CAIRO: Egypt is keen to complete negotiations on the Grand Ethiopian Renaissance Dam (GERD) issue, a government minister said, as Sudan on Wednesday asked the UN Security Council to meet and discuss the dam dispute.
Ethiopia is pinning its hopes of economic development and power generation on the GERD, but Egypt fears it will threaten its water supply from the Nile.

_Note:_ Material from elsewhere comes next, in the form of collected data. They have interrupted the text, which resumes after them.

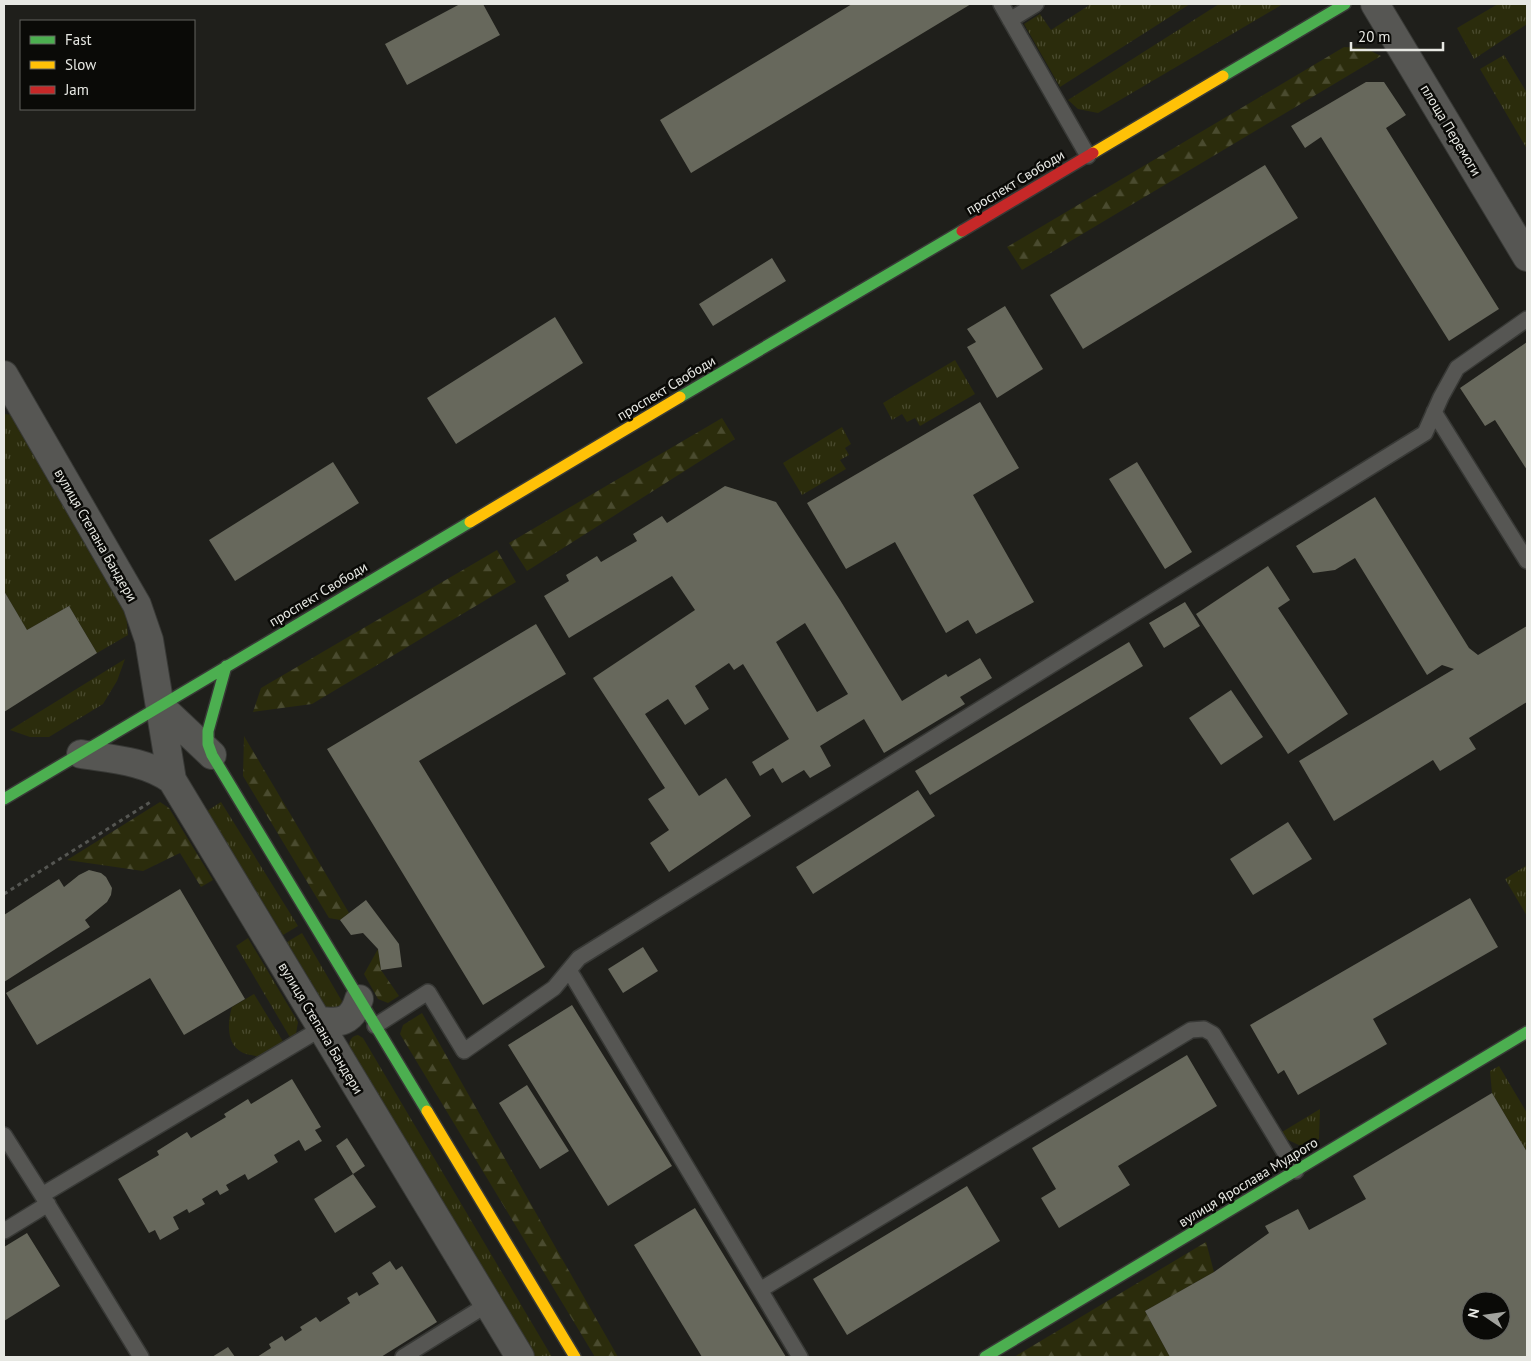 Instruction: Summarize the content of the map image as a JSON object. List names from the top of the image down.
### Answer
{
  "streets": {
    "street": [
      "площа Перемоги",
      "проспект Свободи",
      "вулиця Степана Бандери",
      "вулиця Ярослава Мудрого"
    ]
  },
  "crossings": [
    ["проспект Свободи", "вулиця Степана Бандери"]
  ],
  "legend": ["Fast", "Slow", "Jam"],
  "scale_bar": "20 m",
  "north": "left"
} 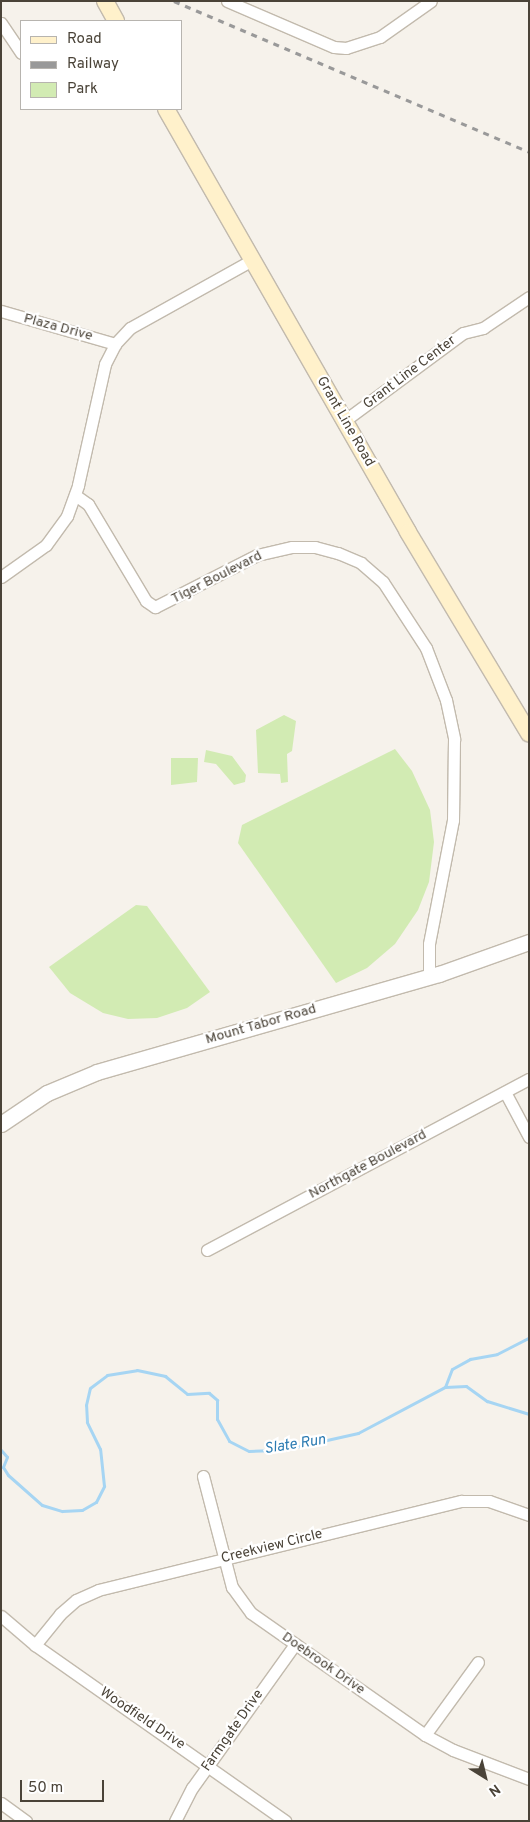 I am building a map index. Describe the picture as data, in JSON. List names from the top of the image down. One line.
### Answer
{"streets":{"main road":["Grant Line Road"],"street":["Plaza Drive","Grant Line Center","Tiger Boulevard","Mount Tabor Road","Northgate Boulevard","Creekview Circle","Doebrook Drive","Woodfield Drive","Farmgate Drive"]},"crossings":[["Grant Line Center","Grant Line Road"],["Tiger Boulevard","Mount Tabor Road"],["Creekview Circle","Doebrook Drive"],["Creekview Circle","Woodfield Drive"],["Doebrook Drive","Farmgate Drive"],["Woodfield Drive","Farmgate Drive"]],"water":["Slate Run"],"legend":["Road","Railway","Park"],"scale_bar":"50 m","north":"bottom right"} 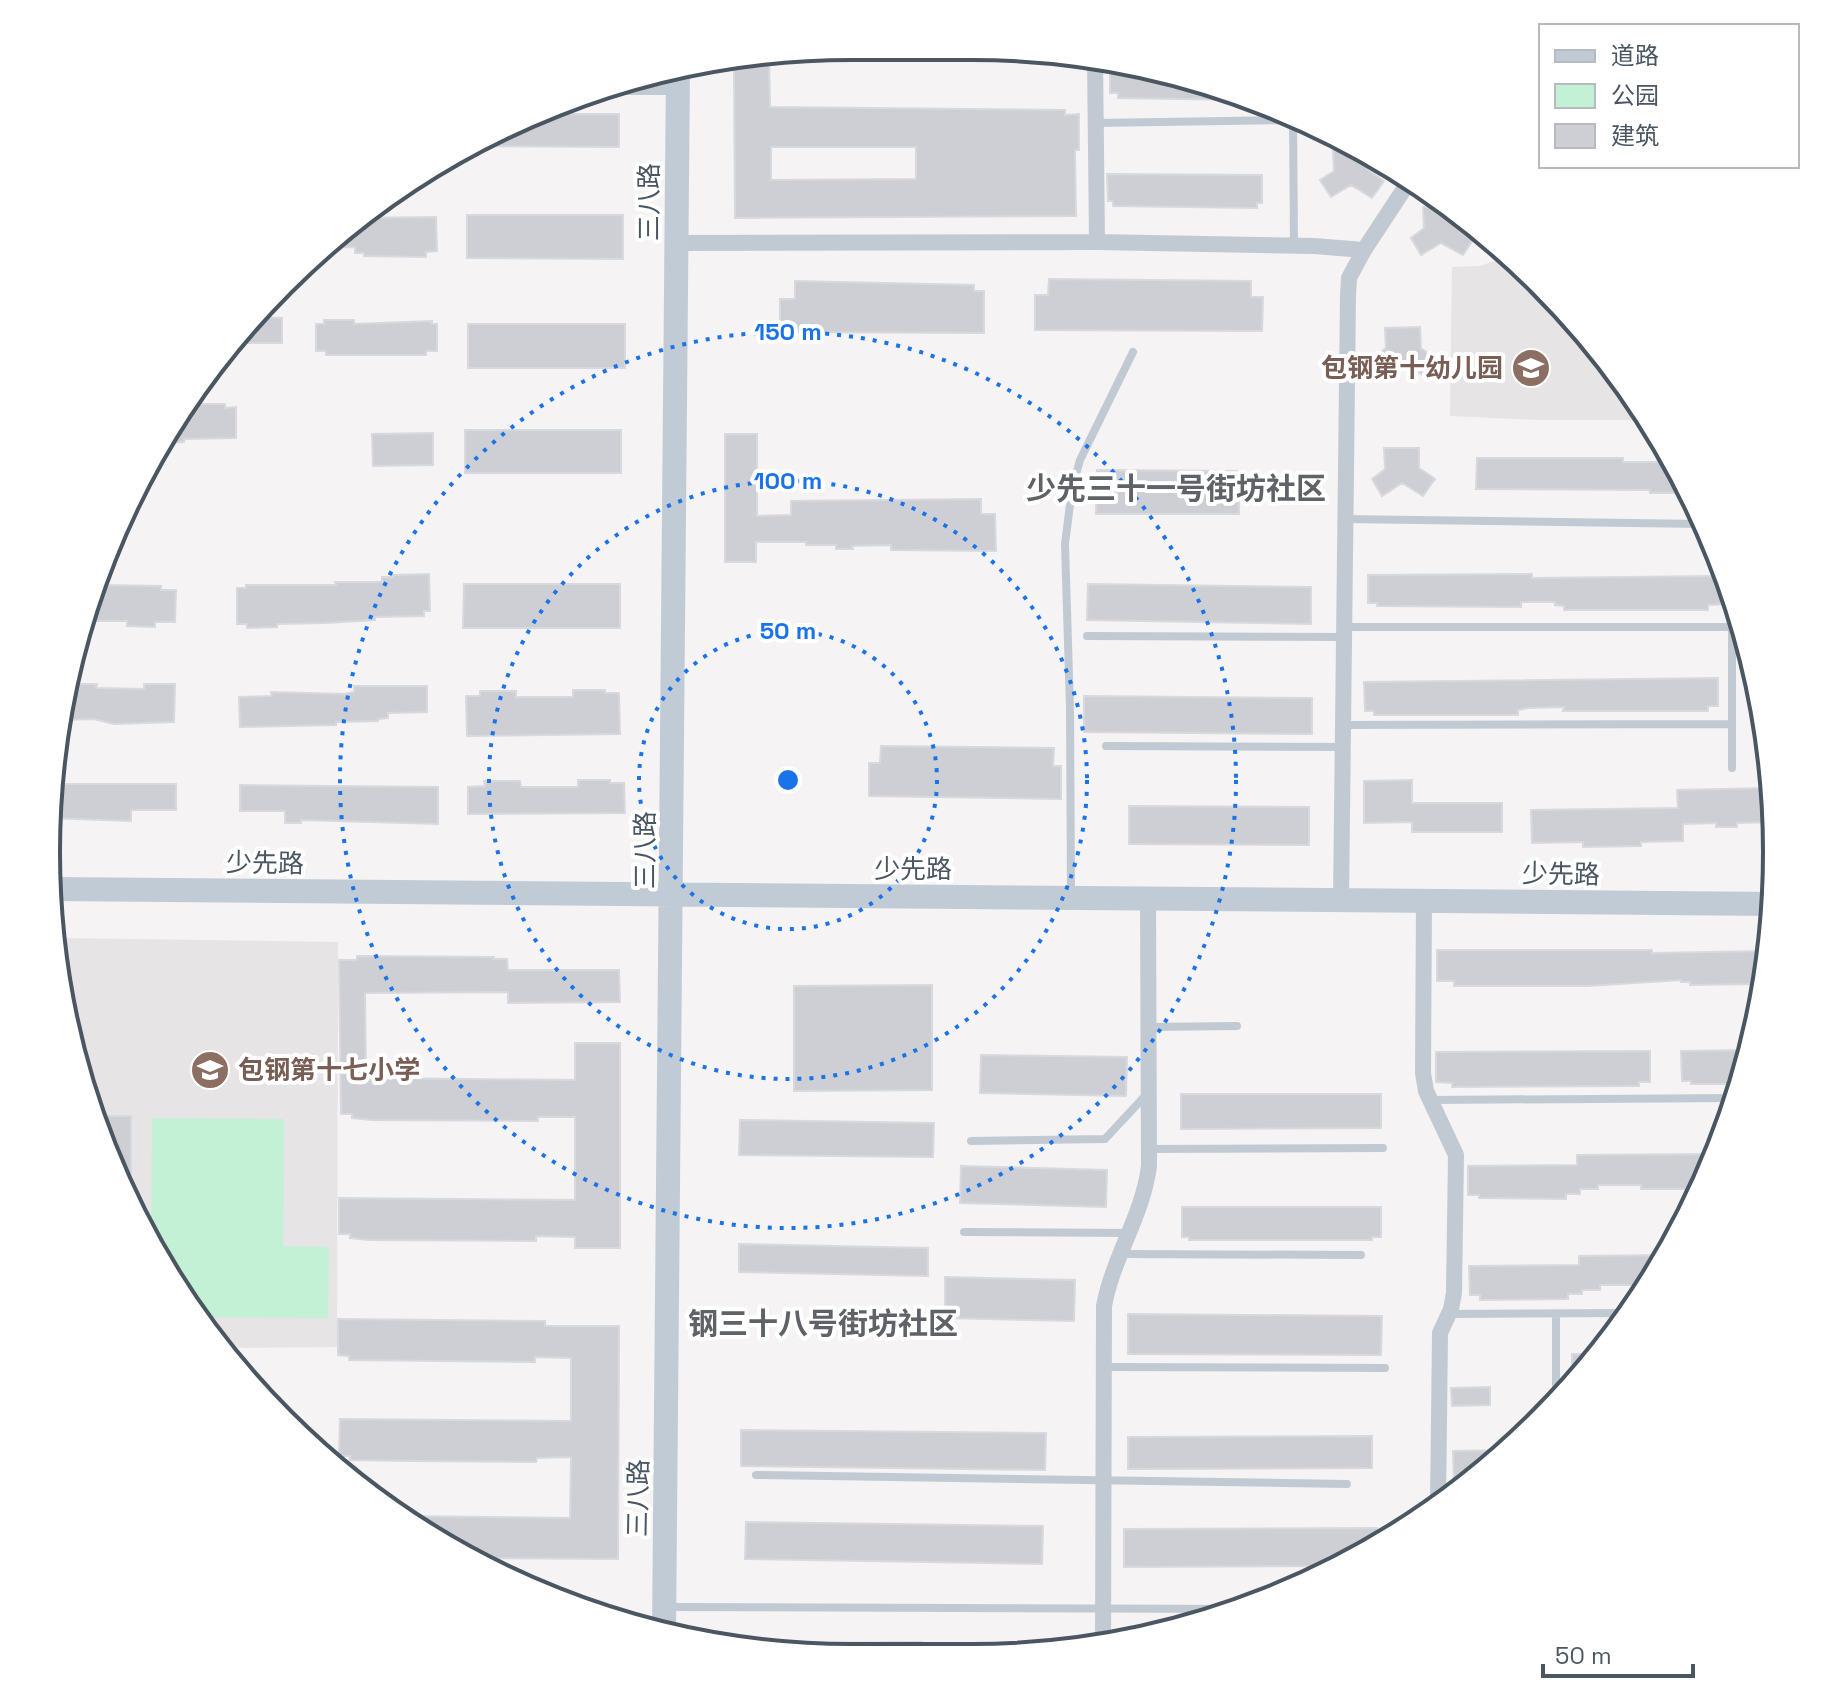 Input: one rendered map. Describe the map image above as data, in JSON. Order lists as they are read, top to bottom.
{
  "streets": {
    "main road": ["三八路", "少先路"]
  },
  "crossings": [
    ["三八路", "少先路"]
  ],
  "districts": ["少先三十一号街坊社区", "钢三十八号街坊社区"],
  "places": {
    "school or university": ["包钢第十幼儿园", "包钢第十七小学"]
  },
  "legend": ["道路", "公园", "建筑"],
  "scale_bar": "50 m",
  "rings": ["150 m", "100 m", "50 m"]
} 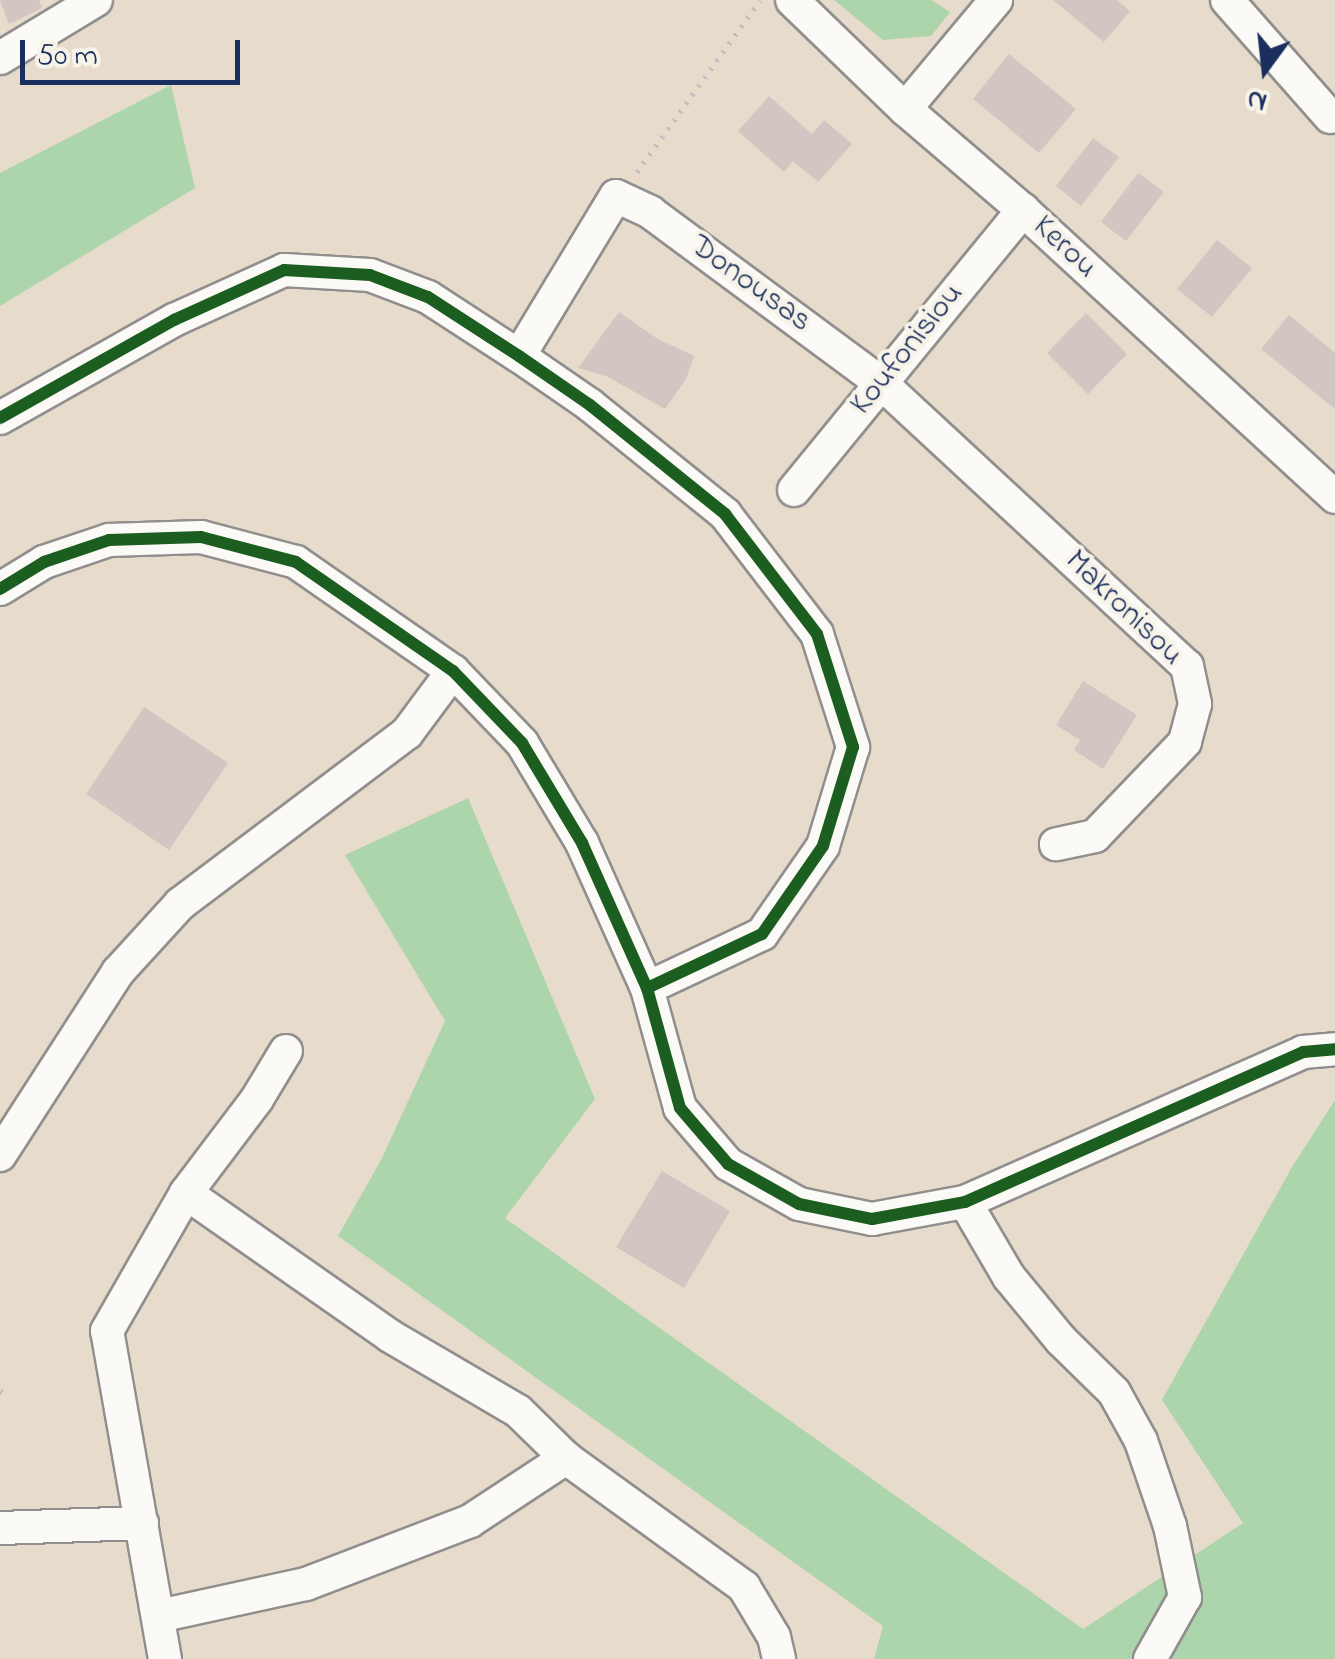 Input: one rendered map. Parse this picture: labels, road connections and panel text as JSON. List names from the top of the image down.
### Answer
{
  "streets": {
    "street": [
      "Kerou",
      "Donousas",
      "Koufonisiou",
      "Makronisou"
    ]
  },
  "crossings": [
    ["Kerou", "Koufonisiou"],
    ["Donousas", "Koufonisiou"],
    ["Donousas", "Makronisou"],
    ["Koufonisiou", "Makronisou"]
  ],
  "scale_bar": "50 m",
  "north": "bottom"
}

Sudan is concerned about the dam’s safety and its own water flow.
Mohamed Abdel-Ati, who is Egypt's minister of water resources and irrigation, emphasized his country’s persistence in preserving its water rights and achieving the benefit for all parties in any GERD agreement that was reached.
On his visit to South Sudan, where he met the First Vice President Riek Machar and Minister of Water Resources and Irrigation Manawa Peter, he stressed the pursuit of a just and binding legal agreement that met the aspirations of all countries in development.
He also highlighted Egypt's flexibility in negotiations during the past few years which, he added, had been met with the “intransigence of the Ethiopian side.”
Abdel-Ati arrived in Juba on Monday along with an official delegation for a five-day visit to hold talks on promoting bilateral cooperation, including in the field of water management.
They discussed the latest developments on the Nile water issue and their countries' current positions on the GERD.
Abdel-Ati said Egypt was implementing projects in all Nile Basin countries and African countries, and that the projects implemented in South Sudan aimed to serve its people and achieve stability for them by solving drinking water problems and protecting against the dangers of floods.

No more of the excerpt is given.